— TRY IT —
Report the number of lines in the data below where the string "buttons" shows up, and only that number.

— PROVIDED DATA —
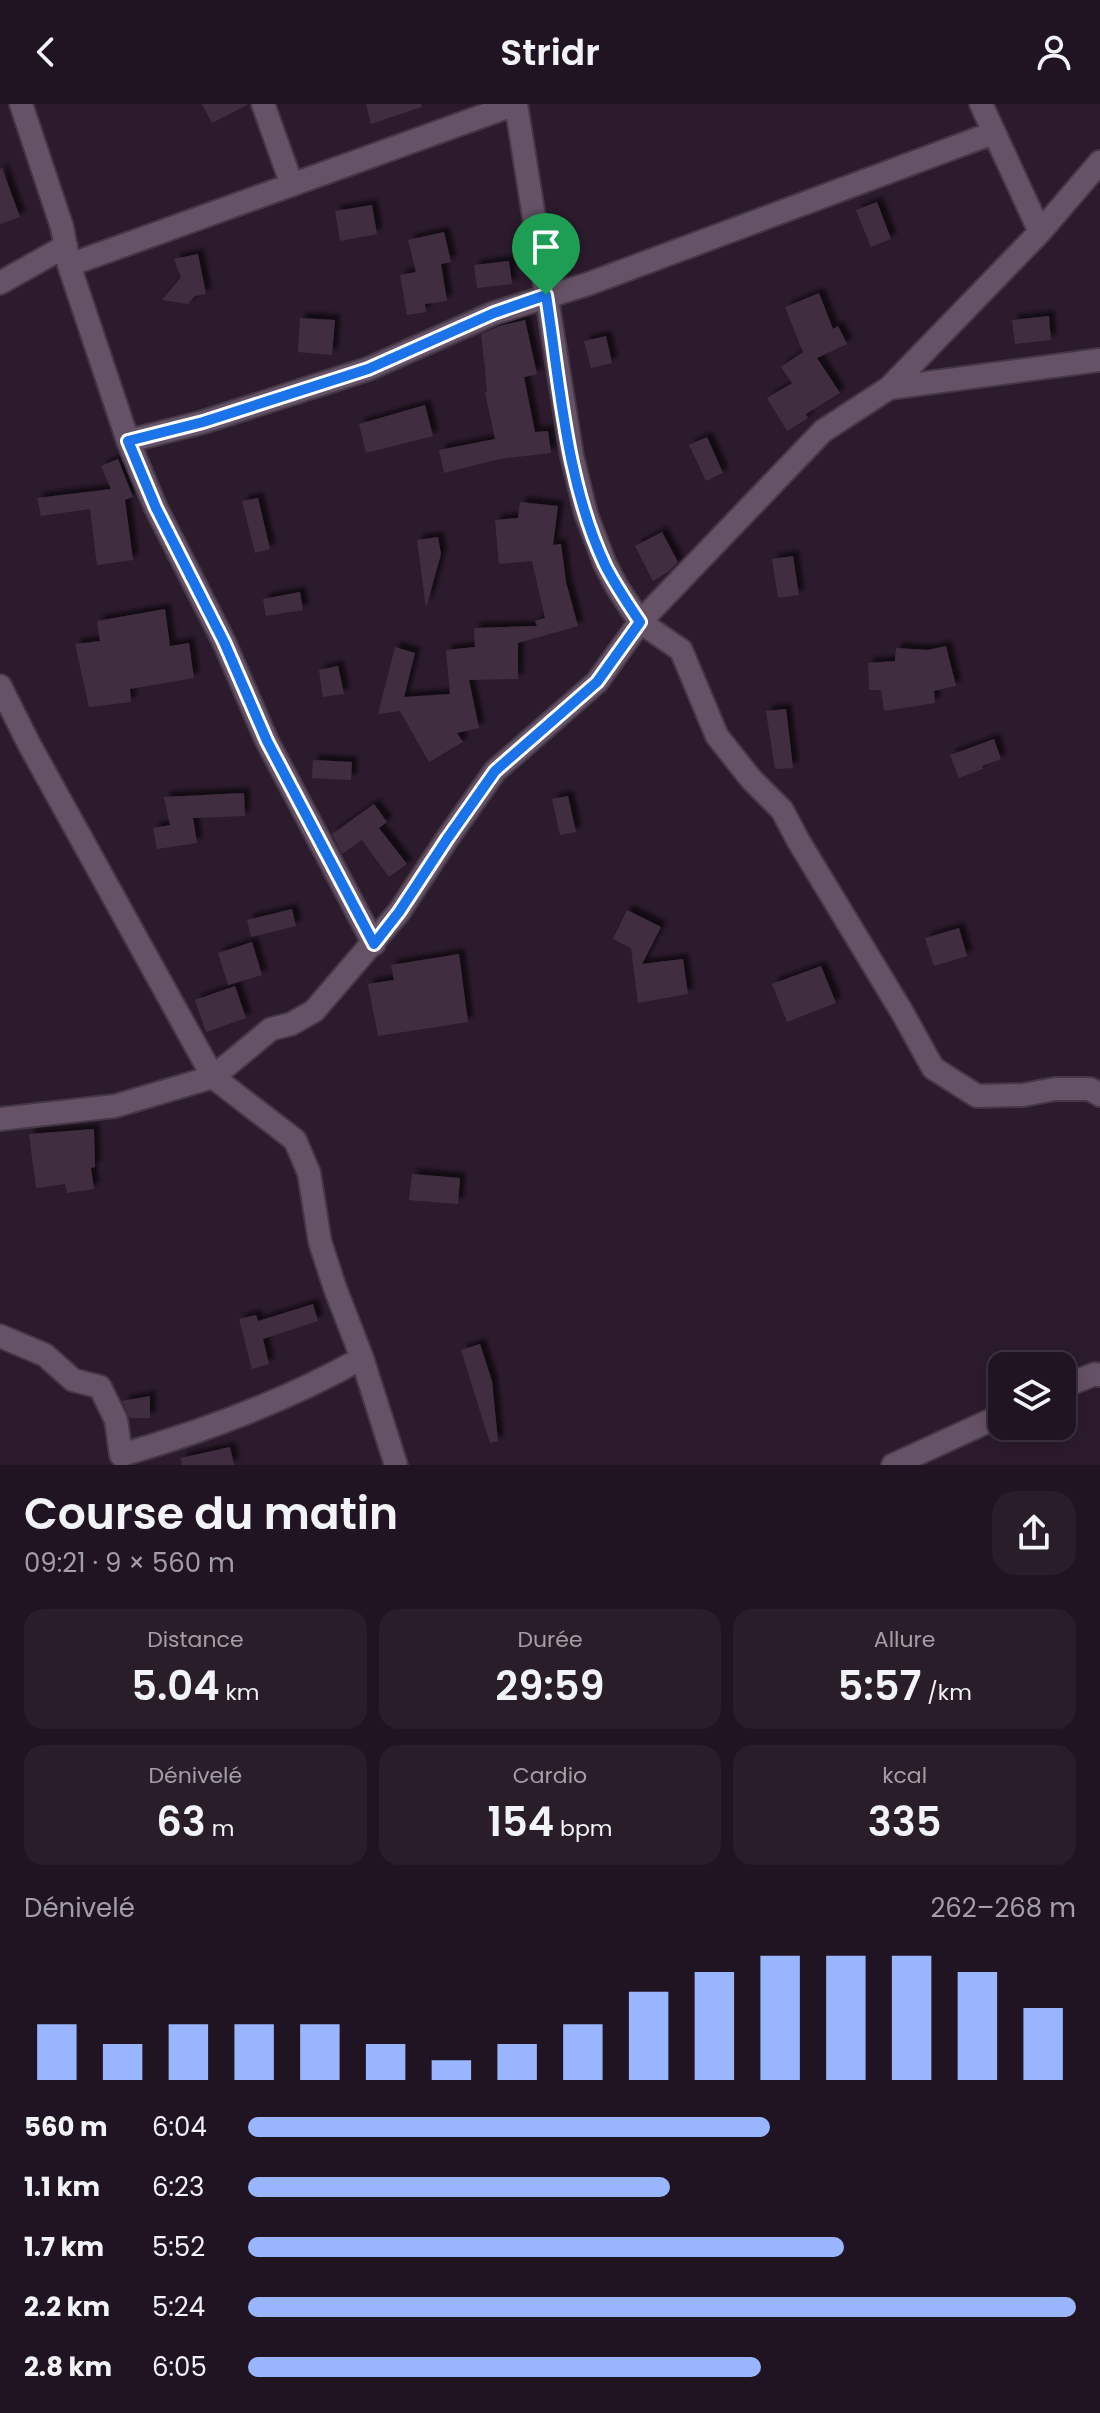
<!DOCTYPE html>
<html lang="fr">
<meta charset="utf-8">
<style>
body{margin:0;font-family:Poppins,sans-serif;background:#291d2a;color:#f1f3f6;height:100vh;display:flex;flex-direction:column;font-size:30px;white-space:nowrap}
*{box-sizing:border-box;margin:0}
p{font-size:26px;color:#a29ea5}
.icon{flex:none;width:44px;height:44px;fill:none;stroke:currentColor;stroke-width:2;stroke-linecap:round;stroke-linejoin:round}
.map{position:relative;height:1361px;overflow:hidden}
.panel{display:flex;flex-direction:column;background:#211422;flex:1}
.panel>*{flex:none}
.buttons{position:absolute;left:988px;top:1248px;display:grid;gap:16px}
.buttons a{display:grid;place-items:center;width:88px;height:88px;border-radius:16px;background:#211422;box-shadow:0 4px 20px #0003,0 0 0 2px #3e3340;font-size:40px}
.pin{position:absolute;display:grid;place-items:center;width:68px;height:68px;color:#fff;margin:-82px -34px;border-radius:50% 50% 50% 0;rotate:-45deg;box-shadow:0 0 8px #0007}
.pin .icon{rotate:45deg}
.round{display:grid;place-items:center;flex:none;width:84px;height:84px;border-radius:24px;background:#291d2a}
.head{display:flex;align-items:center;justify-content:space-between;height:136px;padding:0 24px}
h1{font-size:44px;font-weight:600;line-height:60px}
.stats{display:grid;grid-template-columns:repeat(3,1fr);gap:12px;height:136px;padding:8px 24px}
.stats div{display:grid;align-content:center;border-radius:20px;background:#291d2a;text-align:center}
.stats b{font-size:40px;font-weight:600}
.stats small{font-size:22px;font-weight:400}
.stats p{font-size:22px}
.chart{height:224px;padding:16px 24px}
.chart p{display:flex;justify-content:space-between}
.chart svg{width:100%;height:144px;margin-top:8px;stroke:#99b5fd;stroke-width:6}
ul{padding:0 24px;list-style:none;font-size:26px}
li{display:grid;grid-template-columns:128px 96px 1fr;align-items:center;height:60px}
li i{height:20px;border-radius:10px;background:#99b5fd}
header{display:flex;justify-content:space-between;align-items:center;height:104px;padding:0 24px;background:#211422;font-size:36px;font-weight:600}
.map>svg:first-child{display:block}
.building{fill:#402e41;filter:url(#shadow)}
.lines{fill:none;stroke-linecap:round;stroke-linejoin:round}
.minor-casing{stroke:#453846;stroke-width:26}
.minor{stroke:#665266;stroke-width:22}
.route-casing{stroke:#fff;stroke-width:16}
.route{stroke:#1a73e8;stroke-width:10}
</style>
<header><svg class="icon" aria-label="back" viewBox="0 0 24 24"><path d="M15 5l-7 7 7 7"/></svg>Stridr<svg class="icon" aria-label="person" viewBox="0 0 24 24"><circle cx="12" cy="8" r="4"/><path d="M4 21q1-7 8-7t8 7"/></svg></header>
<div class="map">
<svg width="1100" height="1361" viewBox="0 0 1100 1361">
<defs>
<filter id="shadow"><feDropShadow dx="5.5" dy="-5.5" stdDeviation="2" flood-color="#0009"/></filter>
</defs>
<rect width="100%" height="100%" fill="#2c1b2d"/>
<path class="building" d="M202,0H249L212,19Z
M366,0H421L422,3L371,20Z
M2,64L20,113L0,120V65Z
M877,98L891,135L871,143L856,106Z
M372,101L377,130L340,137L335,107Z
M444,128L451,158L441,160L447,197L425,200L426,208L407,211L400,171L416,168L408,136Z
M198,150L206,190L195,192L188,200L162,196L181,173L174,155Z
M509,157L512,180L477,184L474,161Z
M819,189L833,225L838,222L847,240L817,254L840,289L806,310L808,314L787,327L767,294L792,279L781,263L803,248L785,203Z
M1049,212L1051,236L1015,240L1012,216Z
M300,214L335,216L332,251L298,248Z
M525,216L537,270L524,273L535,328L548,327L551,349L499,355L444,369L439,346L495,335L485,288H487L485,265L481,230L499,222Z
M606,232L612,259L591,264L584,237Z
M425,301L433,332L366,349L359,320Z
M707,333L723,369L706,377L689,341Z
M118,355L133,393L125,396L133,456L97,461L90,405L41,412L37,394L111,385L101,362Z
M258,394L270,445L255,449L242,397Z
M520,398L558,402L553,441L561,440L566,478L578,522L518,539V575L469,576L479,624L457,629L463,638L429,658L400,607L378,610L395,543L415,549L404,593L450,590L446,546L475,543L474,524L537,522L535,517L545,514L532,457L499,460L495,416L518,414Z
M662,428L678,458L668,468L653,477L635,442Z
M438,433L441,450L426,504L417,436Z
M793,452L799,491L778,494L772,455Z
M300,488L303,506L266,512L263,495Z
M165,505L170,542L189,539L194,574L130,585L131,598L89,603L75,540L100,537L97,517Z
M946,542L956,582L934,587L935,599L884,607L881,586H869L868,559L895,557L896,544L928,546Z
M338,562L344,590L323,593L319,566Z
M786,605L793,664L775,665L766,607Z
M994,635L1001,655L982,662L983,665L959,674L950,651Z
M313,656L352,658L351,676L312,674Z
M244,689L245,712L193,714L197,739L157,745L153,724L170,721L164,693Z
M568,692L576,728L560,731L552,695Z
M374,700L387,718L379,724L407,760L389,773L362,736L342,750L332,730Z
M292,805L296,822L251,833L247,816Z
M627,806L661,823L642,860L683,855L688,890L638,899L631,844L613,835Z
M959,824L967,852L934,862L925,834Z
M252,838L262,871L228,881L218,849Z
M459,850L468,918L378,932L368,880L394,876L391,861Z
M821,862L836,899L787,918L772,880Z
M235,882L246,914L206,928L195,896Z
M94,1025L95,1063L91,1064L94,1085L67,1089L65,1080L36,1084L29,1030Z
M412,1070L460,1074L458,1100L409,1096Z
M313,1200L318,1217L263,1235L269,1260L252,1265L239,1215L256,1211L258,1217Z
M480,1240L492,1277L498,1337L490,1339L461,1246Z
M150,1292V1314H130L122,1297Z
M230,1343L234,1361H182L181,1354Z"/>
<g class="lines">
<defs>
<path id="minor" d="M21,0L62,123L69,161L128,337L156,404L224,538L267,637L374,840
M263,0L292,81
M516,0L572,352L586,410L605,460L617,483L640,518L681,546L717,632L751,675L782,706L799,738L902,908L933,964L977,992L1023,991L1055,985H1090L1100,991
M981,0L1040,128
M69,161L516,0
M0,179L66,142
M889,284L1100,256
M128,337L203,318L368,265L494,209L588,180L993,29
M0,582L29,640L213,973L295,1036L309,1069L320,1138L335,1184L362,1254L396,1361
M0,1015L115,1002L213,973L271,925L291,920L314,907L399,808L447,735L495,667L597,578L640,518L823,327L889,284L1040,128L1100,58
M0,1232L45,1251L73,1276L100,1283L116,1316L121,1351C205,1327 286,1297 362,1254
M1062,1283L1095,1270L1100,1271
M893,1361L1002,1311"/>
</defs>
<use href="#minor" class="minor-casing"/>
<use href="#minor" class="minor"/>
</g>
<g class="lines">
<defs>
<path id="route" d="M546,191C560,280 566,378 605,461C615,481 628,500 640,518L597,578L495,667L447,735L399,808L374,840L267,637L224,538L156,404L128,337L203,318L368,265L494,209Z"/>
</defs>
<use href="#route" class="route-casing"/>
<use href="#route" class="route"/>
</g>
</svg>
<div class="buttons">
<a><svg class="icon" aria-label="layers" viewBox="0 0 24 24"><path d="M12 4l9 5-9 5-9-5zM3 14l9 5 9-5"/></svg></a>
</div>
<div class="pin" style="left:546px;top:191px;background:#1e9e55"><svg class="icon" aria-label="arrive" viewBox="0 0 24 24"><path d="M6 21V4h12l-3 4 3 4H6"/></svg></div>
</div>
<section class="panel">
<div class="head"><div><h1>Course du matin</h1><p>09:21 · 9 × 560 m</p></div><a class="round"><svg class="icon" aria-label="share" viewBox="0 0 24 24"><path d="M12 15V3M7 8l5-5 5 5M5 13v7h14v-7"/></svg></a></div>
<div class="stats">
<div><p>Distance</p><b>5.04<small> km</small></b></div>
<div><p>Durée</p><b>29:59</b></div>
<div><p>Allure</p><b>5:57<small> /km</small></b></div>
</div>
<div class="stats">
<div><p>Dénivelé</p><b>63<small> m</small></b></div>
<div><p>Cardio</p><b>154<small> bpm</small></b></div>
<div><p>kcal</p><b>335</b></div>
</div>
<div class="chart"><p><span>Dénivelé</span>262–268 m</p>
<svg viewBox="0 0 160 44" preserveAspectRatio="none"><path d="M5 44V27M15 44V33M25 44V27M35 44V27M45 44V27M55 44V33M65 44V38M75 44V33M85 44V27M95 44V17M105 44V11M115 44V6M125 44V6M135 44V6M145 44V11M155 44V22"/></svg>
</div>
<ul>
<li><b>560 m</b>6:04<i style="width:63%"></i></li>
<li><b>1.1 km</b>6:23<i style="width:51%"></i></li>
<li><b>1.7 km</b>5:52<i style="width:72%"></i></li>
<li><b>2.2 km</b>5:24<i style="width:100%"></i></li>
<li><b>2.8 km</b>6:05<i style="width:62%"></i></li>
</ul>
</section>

— EXPECTED ANSWER —
3